In recent months, consumer confidence has returned sharply on both sides of the Atlantic, erasing last year's dips. According to analysts, this might imply that people spend more of the money they saved during the epidemic, increasing GDP even more.

According to Holger Schmieding, chief economist at Berenberg Bank, the blow to consumer and business confidence in Europe last year was at least as big as the cut to family disposable income.

Retail sales in Italy, which is highly reliant on natural gas imports, increased by 1.7% in January compared to December. This was one of the fastest gains since May 2020, when economies reopened following pandemic lockdowns. According to the federal statistics office, production in energy-intensive industries increased by 6.8% in January compared to the previous month, after falling by one-fifth of the previous year.

"It was only the gas price explosion and concerns about gas shortages that brought the eurozone to a halt last year," Mr. Schmieding explained. "This shock has now been reversed."

In contrast to Europe, where increased energy prices shift money from residents to foreigners, the United States is a net energy exporter. Rising prices have more unclear impacts because they shift money from American families to American energy producers and stockholders.

Nonetheless, because people are more inclined to spend than oil producers, rising oil costs reduce growth even in the United States. According to Morgan Stanley, a doubling of oil prices that lasts a full year cuts real family expenditure by up to 3.7%.

The drop in fuel costs in the second half of last year, on the other hand, more than offset the effect of rising interest rates over the same time by freeing up disposable income, according to the bank.

Governments in several nations offered broader support, including cash transfers, in addition to subsidies per unit of energy used. In the United Kingdom, households get a government payment of £400, which is around $480. In France, the government raised income tax brackets to improve discretionary income.

Leading central banks are attempting to determine how far they may hike interest rates. The drop in energy prices affects everyone. On one side, it reduces headline inflation. As a result, unions may face pressure to accept lesser pay increases, reducing the possibility of a wage-price spiral.

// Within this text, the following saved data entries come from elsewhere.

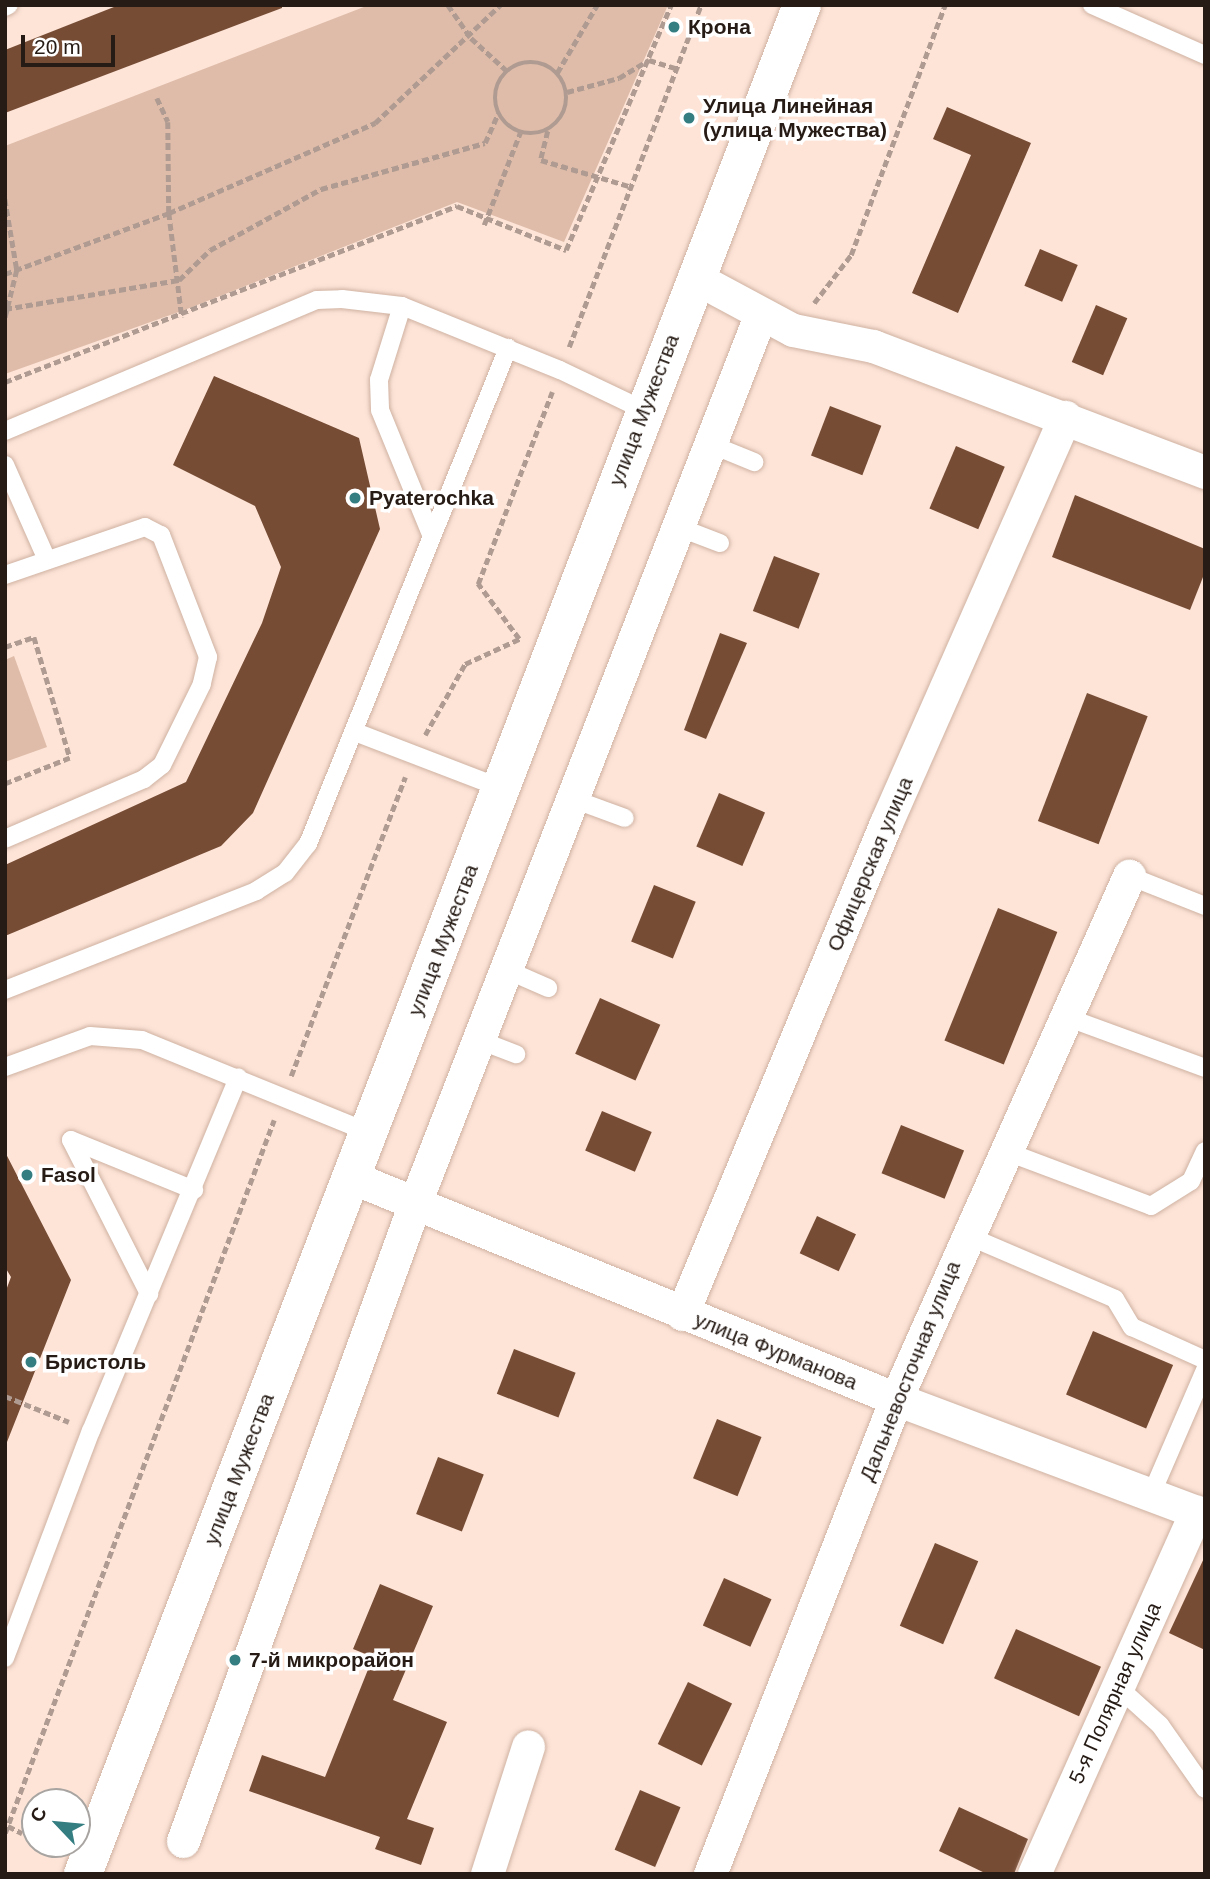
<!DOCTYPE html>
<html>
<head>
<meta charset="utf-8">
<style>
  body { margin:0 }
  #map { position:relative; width:1210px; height:1879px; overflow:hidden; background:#fde4d7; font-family:Helvetica,sans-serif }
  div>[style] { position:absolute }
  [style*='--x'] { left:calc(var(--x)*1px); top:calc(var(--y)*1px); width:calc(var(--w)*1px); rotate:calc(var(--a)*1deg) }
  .green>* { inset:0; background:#dfbca9 }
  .building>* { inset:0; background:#764c35; transform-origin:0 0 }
  .path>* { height:4.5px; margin-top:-2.25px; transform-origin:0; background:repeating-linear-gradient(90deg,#af9b91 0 7px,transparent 0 10.5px) }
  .path>.ring { margin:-2.25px; padding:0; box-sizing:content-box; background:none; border:4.5px solid #af9b91; border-radius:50% }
  .roads { filter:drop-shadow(0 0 2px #cfb2a2) drop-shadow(0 0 2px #cfb2a2) }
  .lane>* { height:18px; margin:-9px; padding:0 9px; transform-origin:9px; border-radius:9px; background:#fff }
  .street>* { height:33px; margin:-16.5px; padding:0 16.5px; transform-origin:16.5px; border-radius:16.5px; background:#fff }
  .secondary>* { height:38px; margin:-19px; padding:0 19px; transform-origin:19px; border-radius:19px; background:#fff }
  .dots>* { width:19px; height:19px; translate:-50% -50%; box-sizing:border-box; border:4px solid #fff; border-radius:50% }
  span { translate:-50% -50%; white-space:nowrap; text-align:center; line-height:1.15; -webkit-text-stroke:7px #fff; paint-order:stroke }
  .poi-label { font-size:21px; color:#261b15; font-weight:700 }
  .left { translate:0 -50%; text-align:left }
  .street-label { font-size:21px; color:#261b15 }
  .frame { position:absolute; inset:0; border:7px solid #261b15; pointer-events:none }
  .north { position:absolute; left:21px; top:1788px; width:70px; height:70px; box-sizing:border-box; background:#fff; border:2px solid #a8a4a1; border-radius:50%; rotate:296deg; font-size:19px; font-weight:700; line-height:28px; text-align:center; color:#261b15 }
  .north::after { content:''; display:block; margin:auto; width:24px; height:32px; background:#347d81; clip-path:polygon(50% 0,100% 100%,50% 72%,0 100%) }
  .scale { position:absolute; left:21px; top:35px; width:94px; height:32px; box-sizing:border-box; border:4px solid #261b15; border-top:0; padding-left:9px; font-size:21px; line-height:24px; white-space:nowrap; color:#261b15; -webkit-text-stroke:5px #fff; paint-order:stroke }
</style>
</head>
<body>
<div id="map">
  <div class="green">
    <i style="clip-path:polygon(369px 5px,668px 5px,564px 242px,457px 202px,187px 309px,5px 374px,5px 146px)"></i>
    <i style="clip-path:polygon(14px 656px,47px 747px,5px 762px,5px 660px)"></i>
  </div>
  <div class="building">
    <i style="clip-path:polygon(119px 5px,282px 5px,282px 8px,5px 113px,5px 50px)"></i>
    <i style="clip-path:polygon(947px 107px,1031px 143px,958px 313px,912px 293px,971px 155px,933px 139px)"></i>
    <i style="left:1040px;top:249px;width:41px;height:40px;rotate:23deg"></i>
    <i style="left:1096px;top:305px;width:34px;height:62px;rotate:23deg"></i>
    <i style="clip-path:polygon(214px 376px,359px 438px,380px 529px,253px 813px,221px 846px,5px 936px,5px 865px,186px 782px,262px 623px,281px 567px,255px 506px,173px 465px)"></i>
    <i style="left:830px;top:406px;width:55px;height:53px;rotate:21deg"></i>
    <i style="left:956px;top:446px;width:53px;height:68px;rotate:23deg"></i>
    <i style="clip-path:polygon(1075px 495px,1205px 549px,1205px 572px,1190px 610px,1052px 557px)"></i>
    <i style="left:774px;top:556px;width:49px;height:59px;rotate:21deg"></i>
    <i style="clip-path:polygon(720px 633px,747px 643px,706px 739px,684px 730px)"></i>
    <i style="left:1087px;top:693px;width:65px;height:137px;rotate:21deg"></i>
    <i style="left:719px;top:793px;width:50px;height:58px;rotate:23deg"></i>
    <i style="left:654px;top:885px;width:45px;height:61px;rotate:22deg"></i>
    <i style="left:998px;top:908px;width:64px;height:143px;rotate:22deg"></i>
    <i style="left:600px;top:998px;width:66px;height:61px;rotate:24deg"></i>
    <i style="left:602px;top:1111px;width:54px;height:43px;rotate:23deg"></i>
    <i style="left:901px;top:1125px;width:68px;height:52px;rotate:22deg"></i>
    <i style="clip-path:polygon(5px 1152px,71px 1280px,7px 1442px,5px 1293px,11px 1277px,5px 1267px)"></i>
    <i style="left:817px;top:1216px;width:43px;height:41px;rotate:25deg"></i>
    <i style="left:1093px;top:1331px;width:87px;height:69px;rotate:23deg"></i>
    <i style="left:514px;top:1349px;width:66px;height:48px;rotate:21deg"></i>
    <i style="left:717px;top:1419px;width:48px;height:64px;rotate:22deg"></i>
    <i style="left:438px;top:1457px;width:49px;height:61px;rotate:21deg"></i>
    <i style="left:935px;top:1543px;width:47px;height:90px;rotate:23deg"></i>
    <i style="clip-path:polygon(1205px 1556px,1205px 1650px,1169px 1633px)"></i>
    <i style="left:724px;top:1578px;width:52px;height:52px;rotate:24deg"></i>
    <i style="clip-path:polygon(380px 1584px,433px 1606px,393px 1700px,447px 1722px,407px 1819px,434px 1828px,421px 1865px,375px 1849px,380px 1837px,249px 1791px,262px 1755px,325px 1777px,373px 1657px,353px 1649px)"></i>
    <i style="left:1016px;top:1629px;width:93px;height:54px;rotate:24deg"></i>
    <i style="left:688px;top:1682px;width:49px;height:69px;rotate:26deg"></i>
    <i style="left:640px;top:1790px;width:44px;height:65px;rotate:23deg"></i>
    <i style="clip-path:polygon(959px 1807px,1028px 1839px,1014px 1874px,987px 1874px,939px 1851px)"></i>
  </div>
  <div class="path">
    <i style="--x:448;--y:5;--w:40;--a:55.1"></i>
    <i style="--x:471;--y:38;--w:47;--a:42.4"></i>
    <i class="ring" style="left:495px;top:62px;width:67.5px;height:67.5px"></i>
    <i style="--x:557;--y:73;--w:79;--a:-59.5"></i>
    <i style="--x:567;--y:92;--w:54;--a:-15.1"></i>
    <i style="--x:619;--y:78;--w:35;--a:-31"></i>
    <i style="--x:649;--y:60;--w:27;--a:17"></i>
    <i style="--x:157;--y:98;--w:26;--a:65"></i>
    <i style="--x:168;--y:122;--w:91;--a:89.4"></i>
    <i style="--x:169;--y:213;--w:105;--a:82.9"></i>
    <i style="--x:548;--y:131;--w:30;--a:104"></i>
    <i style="--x:541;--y:160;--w:92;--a:16.5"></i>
    <i style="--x:5;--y:199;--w:72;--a:80.4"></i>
    <i style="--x:17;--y:270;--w:50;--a:103.8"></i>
    <i style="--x:484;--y:225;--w:99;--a:-68.6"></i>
    <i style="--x:5;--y:274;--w:175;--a:-20.4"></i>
    <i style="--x:169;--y:213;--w:225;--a:-23.6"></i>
    <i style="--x:375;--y:123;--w:172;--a:-43.3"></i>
    <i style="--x:814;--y:303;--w:61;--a:-52.4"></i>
    <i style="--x:851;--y:255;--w:267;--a:-69.4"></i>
    <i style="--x:5;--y:309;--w:176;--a:-9.5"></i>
    <i style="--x:179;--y:280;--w:43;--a:-44.1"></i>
    <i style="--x:210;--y:250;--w:127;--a:-28.8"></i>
    <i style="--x:321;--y:189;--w:170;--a:-15.7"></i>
    <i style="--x:485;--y:143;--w:32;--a:-66"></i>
    <i style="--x:569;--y:347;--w:367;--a:-68.9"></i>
    <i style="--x:5;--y:382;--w:485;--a:-21.3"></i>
    <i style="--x:457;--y:206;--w:118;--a:22"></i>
    <i style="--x:566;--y:250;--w:267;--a:-66.8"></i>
    <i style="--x:5;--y:647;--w:31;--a:-19"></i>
    <i style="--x:34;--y:637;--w:126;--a:73.4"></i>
    <i style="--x:70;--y:758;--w:70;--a:158.2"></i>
    <i style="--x:425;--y:735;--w:81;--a:-60.6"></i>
    <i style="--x:465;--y:664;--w:60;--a:-24.8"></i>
    <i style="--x:519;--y:639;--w:69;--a:-126.7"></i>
    <i style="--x:478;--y:584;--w:206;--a:-68.9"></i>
    <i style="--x:291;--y:1076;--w:320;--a:-69.1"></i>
    <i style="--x:5;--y:1396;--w:69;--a:22.1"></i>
    <i style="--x:8;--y:1826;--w:16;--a:27"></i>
    <i style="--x:5;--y:1833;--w:762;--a:-69.33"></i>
  </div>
  <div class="roads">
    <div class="lane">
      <i style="--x:1092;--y:5;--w:124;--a:23.9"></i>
      <i style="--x:5;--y:7;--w:4;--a:-27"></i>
      <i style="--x:402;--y:306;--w:77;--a:107.3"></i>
      <i style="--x:379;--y:380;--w:30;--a:88"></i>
      <i style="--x:380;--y:410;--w:132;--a:67.7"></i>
      <i style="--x:5;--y:431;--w:338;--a:-22.8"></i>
      <i style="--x:317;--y:300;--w:25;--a:-2"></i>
      <i style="--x:342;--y:299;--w:60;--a:6.7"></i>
      <i style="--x:402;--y:306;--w:170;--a:22.1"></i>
      <i style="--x:560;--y:370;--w:93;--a:25.5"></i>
      <i style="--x:710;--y:444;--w:48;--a:22.2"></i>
      <i style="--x:5;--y:465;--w:104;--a:66.1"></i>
      <i style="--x:678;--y:527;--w:45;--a:20.9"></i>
      <i style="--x:5;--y:575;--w:148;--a:-18.9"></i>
      <i style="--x:145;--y:527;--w:18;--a:27"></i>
      <i style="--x:161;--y:535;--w:131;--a:68.9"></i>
      <i style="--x:208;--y:657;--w:28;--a:103"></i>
      <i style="--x:202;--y:684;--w:90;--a:116.3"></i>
      <i style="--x:162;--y:765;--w:23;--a:142"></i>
      <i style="--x:144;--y:779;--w:151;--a:156.7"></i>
      <i style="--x:355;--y:732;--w:156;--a:21"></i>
      <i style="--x:573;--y:799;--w:55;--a:20.1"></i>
      <i style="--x:1129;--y:876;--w:82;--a:21.5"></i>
      <i style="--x:507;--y:970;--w:45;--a:23.7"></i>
      <i style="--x:5;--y:990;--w:270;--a:-21.5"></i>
      <i style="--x:256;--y:891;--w:34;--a:-32"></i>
      <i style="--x:285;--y:873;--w:37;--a:-52"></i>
      <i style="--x:308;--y:844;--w:535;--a:-68.04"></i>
      <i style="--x:1066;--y:1017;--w:148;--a:20.1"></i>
      <i style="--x:479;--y:1040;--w:40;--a:21"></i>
      <i style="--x:5;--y:1067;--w:90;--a:-20"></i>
      <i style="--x:90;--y:1036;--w:52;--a:4.4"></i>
      <i style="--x:142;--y:1040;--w:244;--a:22.2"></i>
      <i style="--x:71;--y:1140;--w:173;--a:63.1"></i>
      <i style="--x:71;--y:1140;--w:133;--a:22.1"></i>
      <i style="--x:1005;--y:1151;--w:156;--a:20.6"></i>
      <i style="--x:1151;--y:1206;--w:47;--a:-32"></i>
      <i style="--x:1191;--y:1181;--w:33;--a:-65"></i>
      <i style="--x:966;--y:1235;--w:162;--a:23.2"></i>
      <i style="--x:1115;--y:1299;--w:33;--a:59"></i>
      <i style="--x:1132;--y:1327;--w:80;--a:24.3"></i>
      <i style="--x:1151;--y:1495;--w:136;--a:-66.6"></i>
      <i style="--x:5;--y:1658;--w:243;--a:-69.3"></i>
      <i style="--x:91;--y:1431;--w:383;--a:-67.4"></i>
      <i style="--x:1117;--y:1686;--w:58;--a:42.2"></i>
      <i style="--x:1160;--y:1725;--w:78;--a:54.9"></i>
    </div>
    <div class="street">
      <i style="--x:694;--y:277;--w:112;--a:28.2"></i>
      <i style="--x:793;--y:330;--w:82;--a:11.3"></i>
      <i style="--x:873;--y:346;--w:355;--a:20.8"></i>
      <i style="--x:351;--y:1177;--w:588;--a:22.16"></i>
      <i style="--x:896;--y:1399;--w:330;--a:20.6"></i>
      <i style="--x:682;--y:1314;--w:532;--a:-67.44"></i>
      <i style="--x:886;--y:823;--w:444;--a:-66.2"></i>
      <i style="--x:183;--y:1841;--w:679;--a:-70.02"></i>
      <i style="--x:415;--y:1203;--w:952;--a:-68.75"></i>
      <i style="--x:487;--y:1874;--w:134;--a:-72.2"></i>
      <i style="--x:710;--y:1874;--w:510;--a:-68.62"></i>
      <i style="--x:896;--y:1399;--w:573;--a:-65.99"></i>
      <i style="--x:1034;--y:1874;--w:397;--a:-65.9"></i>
    </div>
    <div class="secondary">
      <i style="--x:83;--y:1874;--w:2003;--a:-68.96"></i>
    </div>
  </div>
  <div class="dots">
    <i style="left:674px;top:27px;background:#347d81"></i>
    <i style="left:689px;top:118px;background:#347d81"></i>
    <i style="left:355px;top:498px;background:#347d81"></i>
    <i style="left:27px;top:1175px;background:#347d81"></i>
    <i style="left:31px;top:1362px;background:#347d81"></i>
    <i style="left:235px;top:1660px;background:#347d81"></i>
  </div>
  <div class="poi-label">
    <span class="left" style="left:688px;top:27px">Крона</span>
    <span class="left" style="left:703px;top:118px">Улица Линейная<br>(улица Мужества)</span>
    <span class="left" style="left:369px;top:498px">Pyaterochka</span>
    <span class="left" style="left:41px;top:1175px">Fasol</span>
    <span class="left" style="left:45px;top:1362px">Бристоль</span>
    <span class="left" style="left:249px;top:1660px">7-й микрорайон</span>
  </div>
  <div class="street-label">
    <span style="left:644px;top:410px;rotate:-69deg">улица Мужества</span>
    <span style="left:870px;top:864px;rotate:-67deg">Офицерская улица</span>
    <span style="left:443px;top:940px;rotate:-69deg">улица Мужества</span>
    <span style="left:776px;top:1351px;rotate:22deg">улица Фурманова</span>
    <span style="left:910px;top:1371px;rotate:-68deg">Дальневосточная улица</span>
    <span style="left:239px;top:1469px;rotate:-69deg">улица Мужества</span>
    <span style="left:1115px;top:1693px;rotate:-66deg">5-я Полярная улица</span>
  </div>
  <div class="frame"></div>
  <div class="north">С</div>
  <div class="scale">20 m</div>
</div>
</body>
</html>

Lower energy costs, on the other hand, function like a tax break, increasing consumer expenditure and perhaps adding to inflation pressures outside of energy.

"What [households] don't spend on energy, they'll spend on something else," Catherine Mann, a member of the Bank of England's Monetary Policy Committee, said last month during a panel discussion.

"It turns something I don't control, foreign energy costs, into something that looks a lot more like what I'm supposed to manage, locally created inflation."